TO DO: Search the entries for the word "names" and return every line where it is found.

====== SUPPLIED MATERIAL ======

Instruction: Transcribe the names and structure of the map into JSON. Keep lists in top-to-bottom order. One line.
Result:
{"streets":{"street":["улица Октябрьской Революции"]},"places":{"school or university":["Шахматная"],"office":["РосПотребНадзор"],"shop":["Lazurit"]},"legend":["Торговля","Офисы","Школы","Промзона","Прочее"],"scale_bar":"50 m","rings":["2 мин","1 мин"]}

======
====== SUPPLIED MATERIAL ======

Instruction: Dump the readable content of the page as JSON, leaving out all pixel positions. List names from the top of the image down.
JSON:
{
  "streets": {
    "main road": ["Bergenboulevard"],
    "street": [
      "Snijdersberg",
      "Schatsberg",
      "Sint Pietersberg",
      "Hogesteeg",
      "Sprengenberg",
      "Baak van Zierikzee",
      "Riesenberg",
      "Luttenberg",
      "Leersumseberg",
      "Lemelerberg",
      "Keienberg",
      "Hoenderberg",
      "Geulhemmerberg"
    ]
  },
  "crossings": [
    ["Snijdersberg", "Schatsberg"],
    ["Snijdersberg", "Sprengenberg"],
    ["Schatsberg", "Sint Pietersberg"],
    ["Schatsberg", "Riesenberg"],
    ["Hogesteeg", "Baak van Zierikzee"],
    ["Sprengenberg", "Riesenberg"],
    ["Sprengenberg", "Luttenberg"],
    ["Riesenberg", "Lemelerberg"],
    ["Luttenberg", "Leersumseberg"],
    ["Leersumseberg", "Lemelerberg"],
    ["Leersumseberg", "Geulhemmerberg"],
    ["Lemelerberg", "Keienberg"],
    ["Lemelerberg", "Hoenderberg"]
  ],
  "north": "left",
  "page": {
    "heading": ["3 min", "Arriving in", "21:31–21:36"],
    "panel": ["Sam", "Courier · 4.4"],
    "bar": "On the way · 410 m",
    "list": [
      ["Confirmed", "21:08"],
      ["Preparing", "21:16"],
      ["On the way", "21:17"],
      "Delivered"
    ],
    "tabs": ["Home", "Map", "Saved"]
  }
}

======
====== SUPPLIED MATERIAL ======

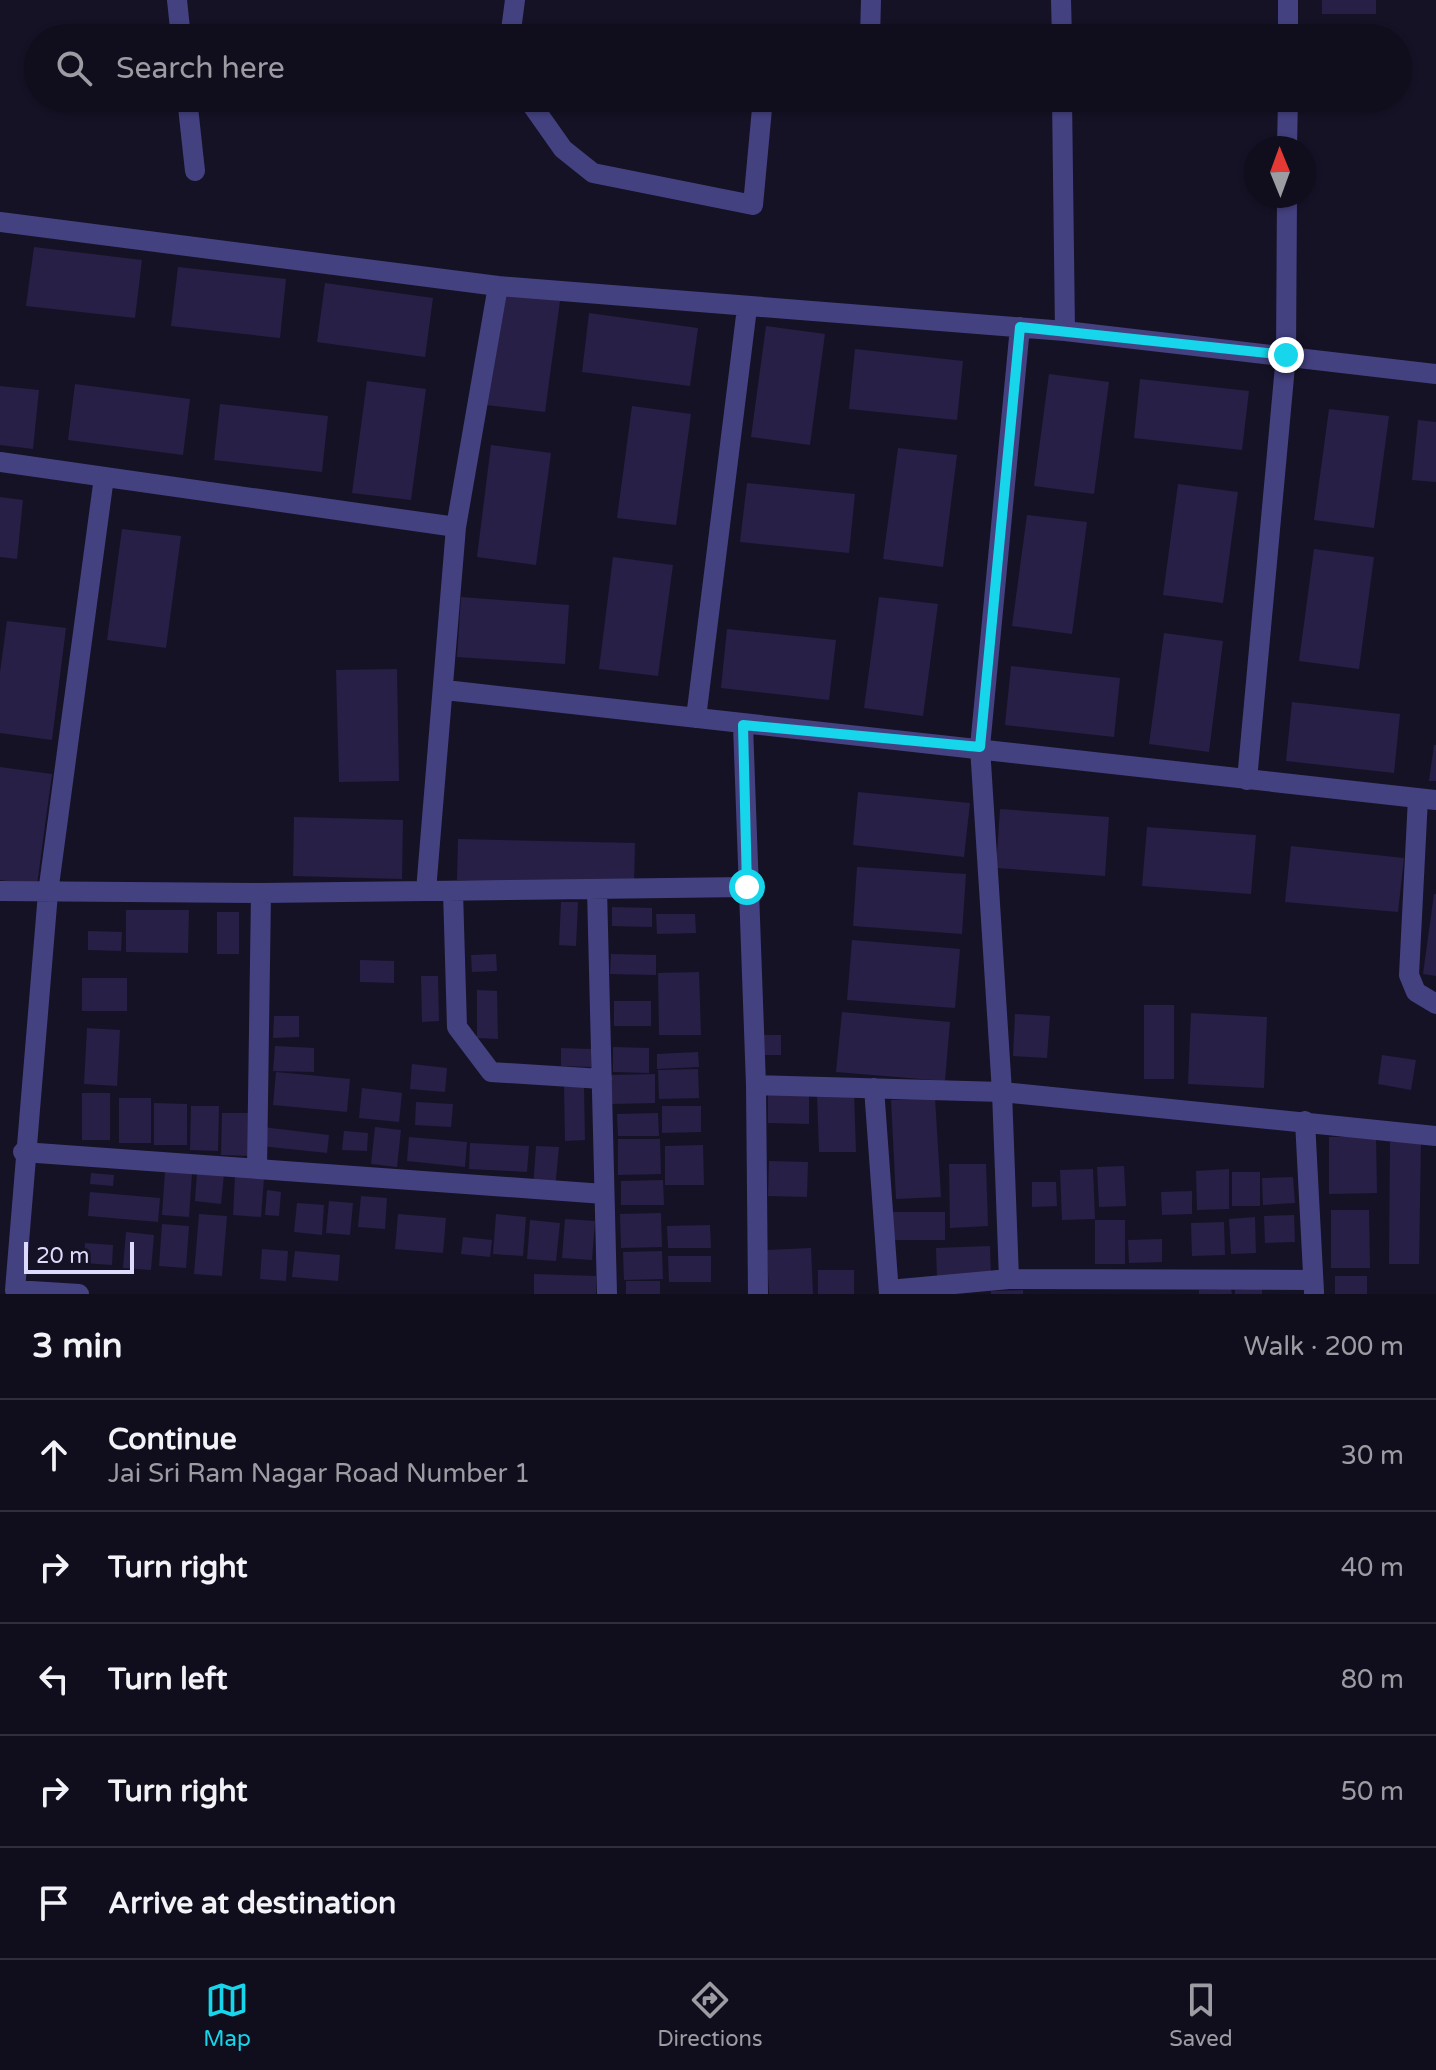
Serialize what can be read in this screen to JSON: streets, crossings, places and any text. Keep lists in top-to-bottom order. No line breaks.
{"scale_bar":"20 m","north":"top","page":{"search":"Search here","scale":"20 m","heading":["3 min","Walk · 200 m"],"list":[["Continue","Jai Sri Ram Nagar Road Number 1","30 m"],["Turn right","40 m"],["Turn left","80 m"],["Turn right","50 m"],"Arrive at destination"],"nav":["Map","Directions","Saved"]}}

======

EXERCISE RESULT:
Instruction: Transcribe the names and structure of the map into JSON. Keep lists in top-to-bottom order. One line.
Instruction: Dump the readable content of the page as JSON, leaving out all pixel positions. List names from the top of the image down.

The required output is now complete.